Assigned task
In the listing below, identify each line with the word "function" and return those lines.
• • •
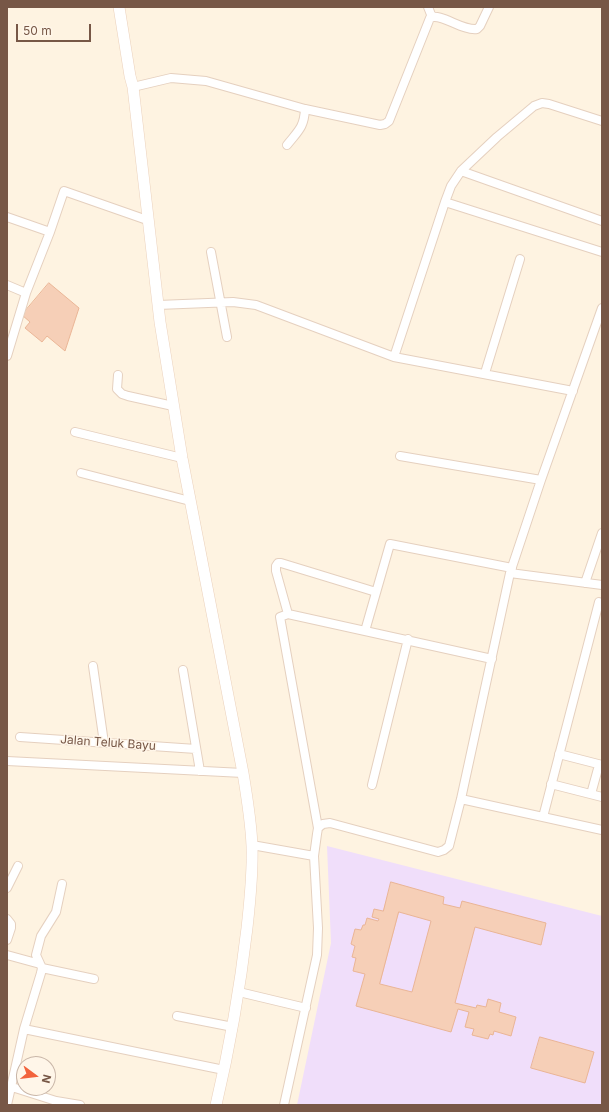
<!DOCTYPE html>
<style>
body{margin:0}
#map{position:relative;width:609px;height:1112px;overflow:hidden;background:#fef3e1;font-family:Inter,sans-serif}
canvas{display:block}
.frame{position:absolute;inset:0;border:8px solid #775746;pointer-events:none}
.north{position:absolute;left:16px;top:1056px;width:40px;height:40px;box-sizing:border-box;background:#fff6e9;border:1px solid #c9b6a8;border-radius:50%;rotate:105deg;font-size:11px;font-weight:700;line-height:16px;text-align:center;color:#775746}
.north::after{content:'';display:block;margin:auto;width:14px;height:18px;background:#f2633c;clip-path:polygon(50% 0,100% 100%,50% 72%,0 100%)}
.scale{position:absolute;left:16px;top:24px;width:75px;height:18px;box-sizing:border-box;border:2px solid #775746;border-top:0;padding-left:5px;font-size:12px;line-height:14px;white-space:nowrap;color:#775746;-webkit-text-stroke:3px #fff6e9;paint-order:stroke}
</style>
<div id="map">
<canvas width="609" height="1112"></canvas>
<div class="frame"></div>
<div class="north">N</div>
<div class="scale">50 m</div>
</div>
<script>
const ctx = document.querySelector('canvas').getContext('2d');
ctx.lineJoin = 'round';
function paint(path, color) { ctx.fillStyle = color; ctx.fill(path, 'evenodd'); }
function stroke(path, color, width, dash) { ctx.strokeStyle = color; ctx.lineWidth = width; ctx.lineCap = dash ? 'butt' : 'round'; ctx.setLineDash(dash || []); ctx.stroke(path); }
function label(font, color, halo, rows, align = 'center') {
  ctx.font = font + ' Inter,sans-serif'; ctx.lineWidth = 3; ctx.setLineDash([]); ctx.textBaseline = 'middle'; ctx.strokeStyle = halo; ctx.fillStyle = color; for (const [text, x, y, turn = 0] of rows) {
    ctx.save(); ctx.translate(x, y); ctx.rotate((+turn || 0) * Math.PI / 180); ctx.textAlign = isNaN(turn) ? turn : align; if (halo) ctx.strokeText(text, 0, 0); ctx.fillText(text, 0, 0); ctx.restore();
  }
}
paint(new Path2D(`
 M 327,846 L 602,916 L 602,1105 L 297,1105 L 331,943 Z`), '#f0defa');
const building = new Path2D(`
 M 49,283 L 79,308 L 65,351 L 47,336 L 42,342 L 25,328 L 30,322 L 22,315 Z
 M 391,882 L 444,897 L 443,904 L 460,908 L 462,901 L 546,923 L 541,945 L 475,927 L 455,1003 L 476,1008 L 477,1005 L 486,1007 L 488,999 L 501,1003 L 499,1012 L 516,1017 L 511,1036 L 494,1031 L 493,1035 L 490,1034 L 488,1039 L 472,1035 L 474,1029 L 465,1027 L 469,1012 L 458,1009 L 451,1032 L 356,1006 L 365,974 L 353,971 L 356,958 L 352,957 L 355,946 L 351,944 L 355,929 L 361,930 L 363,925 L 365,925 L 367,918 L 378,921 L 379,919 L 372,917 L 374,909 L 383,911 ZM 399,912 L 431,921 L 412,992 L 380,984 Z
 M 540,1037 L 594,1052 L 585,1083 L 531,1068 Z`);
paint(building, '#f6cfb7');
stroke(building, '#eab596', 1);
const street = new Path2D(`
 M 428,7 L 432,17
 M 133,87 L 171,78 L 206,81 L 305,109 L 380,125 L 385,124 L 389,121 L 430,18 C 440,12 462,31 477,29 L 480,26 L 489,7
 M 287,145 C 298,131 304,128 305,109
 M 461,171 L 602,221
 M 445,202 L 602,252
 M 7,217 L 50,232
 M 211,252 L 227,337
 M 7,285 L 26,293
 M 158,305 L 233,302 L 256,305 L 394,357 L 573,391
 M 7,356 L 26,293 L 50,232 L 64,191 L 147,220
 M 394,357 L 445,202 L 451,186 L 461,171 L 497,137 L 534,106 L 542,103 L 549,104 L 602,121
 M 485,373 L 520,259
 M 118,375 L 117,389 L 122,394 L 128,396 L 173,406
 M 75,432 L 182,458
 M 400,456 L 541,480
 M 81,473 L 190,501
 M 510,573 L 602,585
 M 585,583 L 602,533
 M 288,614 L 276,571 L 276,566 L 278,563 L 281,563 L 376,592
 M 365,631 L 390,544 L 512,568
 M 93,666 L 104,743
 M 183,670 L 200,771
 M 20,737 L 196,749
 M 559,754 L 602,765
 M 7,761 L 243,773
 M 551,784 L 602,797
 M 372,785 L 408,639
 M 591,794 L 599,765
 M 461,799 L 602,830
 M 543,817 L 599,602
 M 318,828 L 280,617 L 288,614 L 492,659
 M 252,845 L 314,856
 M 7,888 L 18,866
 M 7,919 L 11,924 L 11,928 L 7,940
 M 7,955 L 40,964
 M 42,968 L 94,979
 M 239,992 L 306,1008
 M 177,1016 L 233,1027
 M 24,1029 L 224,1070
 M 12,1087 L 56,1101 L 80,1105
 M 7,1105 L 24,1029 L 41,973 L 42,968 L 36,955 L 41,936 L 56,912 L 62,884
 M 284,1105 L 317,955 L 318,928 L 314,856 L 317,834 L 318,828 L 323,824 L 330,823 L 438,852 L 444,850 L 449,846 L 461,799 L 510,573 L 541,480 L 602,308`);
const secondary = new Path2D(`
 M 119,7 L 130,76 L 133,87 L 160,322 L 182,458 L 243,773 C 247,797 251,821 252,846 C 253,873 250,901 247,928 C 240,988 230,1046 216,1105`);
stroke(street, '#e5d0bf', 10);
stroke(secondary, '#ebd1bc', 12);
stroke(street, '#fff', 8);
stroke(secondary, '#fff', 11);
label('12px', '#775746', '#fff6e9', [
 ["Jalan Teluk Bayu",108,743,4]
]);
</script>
• • •
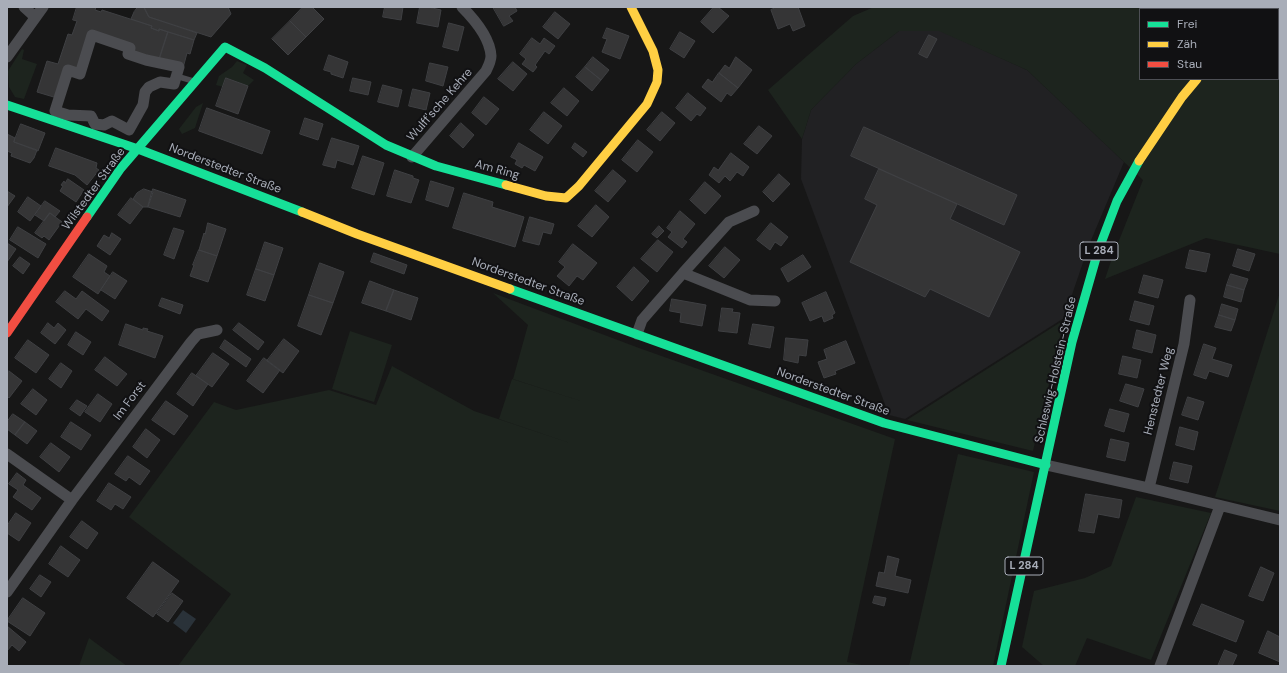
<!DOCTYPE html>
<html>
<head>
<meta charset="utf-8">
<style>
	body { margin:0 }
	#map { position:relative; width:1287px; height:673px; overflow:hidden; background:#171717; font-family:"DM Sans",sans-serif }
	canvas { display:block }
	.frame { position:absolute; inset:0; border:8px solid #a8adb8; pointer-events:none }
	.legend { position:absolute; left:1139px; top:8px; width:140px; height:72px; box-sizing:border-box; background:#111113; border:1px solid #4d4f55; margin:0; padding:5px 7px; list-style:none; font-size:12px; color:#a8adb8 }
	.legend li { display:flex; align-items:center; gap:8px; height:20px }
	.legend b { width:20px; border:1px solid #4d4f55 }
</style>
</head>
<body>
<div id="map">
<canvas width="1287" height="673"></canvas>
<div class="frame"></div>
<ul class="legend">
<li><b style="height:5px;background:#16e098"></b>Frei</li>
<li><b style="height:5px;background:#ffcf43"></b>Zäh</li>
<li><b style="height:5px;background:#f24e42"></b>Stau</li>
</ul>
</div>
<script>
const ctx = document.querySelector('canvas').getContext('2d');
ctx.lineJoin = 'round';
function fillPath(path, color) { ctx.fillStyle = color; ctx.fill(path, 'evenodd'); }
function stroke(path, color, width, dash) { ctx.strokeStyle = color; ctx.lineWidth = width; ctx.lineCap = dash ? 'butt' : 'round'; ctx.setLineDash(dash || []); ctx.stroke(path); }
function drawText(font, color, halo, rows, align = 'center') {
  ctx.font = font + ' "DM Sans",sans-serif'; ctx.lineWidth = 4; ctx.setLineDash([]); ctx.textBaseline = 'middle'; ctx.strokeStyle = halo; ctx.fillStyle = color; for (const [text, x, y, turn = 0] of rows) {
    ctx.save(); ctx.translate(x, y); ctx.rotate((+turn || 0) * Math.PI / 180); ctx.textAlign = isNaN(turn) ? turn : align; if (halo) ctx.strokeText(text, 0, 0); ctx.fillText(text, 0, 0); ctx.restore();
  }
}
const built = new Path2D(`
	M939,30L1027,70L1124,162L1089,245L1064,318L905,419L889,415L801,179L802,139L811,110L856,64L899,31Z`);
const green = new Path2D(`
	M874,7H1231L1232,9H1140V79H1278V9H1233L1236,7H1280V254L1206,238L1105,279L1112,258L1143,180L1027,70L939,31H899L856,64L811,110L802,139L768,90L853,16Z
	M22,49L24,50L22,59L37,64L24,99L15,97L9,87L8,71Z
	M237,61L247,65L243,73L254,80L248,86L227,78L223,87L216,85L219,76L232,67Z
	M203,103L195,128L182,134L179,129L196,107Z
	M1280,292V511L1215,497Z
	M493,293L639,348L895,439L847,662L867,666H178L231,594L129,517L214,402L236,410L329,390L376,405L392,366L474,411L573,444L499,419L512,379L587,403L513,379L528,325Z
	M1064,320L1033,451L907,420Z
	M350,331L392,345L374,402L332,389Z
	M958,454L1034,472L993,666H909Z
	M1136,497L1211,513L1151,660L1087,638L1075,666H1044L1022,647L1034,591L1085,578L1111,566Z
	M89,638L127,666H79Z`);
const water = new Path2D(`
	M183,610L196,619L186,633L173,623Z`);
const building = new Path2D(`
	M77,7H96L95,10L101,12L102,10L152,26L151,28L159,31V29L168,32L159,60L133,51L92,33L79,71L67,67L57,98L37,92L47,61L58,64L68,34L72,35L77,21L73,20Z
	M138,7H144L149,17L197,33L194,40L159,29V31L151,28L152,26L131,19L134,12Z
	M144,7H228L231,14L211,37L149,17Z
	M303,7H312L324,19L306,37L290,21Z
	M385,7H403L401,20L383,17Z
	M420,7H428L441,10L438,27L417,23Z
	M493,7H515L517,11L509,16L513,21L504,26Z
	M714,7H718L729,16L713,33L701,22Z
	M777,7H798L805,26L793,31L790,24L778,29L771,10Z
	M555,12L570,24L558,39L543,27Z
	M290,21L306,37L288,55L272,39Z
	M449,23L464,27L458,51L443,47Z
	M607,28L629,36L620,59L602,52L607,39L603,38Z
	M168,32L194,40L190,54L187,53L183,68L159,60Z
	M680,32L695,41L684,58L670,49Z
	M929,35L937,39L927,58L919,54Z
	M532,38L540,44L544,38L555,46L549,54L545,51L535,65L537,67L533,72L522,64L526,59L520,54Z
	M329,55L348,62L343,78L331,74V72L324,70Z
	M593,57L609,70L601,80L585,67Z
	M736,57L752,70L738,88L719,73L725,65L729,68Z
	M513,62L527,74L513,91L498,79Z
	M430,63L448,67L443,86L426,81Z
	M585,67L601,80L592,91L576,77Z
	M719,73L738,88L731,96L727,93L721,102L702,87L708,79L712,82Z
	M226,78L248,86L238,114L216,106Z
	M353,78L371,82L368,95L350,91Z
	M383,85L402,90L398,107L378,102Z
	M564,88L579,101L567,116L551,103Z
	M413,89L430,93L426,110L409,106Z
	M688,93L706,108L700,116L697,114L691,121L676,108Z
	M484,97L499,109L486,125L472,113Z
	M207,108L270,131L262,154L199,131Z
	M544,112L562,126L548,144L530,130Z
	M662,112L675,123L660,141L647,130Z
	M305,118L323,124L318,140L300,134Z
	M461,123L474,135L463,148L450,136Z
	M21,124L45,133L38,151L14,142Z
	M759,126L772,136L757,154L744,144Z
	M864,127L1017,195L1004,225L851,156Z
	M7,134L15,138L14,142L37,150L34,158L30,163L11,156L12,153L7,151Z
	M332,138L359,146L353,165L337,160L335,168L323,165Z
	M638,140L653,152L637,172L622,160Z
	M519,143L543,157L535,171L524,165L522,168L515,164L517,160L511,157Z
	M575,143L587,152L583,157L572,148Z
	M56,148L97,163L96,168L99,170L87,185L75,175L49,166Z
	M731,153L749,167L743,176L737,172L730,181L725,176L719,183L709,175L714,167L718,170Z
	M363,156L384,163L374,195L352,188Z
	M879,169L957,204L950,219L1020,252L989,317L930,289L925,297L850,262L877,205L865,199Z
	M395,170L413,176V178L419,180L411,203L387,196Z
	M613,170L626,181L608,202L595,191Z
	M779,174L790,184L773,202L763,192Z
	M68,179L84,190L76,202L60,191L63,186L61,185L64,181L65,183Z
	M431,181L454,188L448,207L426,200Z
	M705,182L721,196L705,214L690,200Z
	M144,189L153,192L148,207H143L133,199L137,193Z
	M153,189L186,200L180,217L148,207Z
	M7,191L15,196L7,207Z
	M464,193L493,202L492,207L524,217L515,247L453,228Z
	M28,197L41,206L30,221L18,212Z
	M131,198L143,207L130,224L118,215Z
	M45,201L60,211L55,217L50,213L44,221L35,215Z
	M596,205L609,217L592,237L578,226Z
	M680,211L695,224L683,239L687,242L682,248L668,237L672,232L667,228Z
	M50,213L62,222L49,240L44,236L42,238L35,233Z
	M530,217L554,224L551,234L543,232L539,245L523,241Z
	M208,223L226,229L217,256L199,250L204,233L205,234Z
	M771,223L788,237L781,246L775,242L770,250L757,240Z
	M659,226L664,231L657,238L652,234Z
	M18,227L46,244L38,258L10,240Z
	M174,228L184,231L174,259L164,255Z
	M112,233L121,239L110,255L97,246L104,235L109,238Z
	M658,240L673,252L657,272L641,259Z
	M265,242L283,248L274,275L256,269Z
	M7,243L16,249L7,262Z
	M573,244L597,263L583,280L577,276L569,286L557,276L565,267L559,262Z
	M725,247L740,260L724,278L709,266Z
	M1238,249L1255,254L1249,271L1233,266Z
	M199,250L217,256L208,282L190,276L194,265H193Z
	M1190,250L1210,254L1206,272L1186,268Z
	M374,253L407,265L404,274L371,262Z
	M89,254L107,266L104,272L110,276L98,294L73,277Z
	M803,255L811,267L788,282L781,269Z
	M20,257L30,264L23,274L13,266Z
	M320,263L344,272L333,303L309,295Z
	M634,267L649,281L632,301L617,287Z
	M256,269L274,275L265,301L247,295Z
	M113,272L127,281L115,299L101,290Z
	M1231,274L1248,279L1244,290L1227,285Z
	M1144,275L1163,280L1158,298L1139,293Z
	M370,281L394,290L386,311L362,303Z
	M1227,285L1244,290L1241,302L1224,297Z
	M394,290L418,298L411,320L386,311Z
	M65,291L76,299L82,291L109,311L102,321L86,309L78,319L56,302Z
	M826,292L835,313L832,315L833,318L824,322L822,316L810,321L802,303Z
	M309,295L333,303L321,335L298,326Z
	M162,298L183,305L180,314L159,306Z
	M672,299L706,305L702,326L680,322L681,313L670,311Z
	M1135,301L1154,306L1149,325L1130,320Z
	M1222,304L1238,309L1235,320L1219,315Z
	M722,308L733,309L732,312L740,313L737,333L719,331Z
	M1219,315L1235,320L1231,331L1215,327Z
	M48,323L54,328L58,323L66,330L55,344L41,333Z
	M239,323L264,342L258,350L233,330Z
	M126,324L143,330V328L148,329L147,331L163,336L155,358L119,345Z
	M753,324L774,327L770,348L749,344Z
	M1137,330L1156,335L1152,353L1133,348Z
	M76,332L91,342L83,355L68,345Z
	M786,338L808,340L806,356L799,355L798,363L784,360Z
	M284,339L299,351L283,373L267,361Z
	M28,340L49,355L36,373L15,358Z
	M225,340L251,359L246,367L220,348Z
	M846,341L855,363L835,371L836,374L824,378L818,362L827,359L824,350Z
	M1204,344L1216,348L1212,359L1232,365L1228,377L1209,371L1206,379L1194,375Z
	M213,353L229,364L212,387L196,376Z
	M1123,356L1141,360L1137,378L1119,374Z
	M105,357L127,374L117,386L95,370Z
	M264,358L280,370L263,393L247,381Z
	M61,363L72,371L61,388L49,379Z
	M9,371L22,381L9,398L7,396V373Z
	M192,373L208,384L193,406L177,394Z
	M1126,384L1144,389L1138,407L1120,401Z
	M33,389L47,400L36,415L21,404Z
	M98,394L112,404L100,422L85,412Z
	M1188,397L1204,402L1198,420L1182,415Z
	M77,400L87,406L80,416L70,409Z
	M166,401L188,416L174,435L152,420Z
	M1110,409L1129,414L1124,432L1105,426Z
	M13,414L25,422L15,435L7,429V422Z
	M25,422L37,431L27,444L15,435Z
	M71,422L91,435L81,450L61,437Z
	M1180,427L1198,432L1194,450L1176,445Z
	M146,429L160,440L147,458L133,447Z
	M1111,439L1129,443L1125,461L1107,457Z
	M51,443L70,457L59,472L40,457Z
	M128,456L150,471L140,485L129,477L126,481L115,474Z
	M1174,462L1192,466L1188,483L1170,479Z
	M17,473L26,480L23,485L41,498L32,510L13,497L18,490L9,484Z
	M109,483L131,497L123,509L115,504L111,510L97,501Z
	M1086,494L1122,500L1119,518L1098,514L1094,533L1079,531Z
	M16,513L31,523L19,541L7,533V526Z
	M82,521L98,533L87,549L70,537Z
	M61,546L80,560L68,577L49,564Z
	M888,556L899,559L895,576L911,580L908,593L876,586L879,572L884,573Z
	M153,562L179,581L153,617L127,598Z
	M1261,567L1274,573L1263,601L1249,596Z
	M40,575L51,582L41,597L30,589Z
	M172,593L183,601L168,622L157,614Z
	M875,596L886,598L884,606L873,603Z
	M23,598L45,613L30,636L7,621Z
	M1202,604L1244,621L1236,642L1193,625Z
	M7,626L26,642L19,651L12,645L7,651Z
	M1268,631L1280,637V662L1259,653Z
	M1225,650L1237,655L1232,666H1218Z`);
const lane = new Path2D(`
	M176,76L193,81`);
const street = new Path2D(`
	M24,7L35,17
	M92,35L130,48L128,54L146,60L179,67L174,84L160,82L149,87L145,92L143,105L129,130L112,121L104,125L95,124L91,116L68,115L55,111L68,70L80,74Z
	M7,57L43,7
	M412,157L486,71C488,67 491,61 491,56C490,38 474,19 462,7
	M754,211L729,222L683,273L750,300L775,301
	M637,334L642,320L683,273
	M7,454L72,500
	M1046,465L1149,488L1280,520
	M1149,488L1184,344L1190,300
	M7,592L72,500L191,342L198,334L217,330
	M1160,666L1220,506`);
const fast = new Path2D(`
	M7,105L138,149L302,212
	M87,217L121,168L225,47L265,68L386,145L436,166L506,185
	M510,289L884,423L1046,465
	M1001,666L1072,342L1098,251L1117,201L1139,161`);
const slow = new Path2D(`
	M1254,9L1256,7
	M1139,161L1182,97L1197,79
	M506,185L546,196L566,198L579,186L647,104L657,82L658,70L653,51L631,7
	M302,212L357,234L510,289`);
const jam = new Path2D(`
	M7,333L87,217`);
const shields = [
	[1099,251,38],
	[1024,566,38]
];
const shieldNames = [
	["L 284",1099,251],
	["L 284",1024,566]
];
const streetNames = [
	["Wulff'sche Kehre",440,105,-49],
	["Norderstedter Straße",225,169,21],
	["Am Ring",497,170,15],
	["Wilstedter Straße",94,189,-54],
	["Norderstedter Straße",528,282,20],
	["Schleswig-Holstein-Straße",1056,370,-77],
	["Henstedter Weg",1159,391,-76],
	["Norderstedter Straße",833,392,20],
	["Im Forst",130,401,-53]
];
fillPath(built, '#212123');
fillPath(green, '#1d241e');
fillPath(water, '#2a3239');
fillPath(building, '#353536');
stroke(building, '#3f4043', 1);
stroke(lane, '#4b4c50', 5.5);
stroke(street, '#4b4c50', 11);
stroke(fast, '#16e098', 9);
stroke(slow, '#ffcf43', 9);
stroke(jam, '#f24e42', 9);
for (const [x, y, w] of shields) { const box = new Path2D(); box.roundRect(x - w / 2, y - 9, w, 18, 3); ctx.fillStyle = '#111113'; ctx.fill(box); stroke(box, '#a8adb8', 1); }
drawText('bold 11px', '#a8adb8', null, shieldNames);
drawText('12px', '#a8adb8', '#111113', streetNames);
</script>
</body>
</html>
• • •
Answer box
function paint(path, color) { ctx.fillStyle = color; ctx.fill(path, 'evenodd'); }
function stroke(path, color, width, dash) { ctx.strokeStyle = color; ctx.lineWidth = width; ctx.lineCap = dash ? 'butt' : 'round'; ctx.setLineDash(dash || []); ctx.stroke(path); }
function label(font, color, halo, rows, align = 'center') {
function fillPath(path, color) { ctx.fillStyle = color; ctx.fill(path, 'evenodd'); }
function stroke(path, color, width, dash) { ctx.strokeStyle = color; ctx.lineWidth = width; ctx.lineCap = dash ? 'butt' : 'round'; ctx.setLineDash(dash || []); ctx.stroke(path); }
function drawText(font, color, halo, rows, align = 'center') {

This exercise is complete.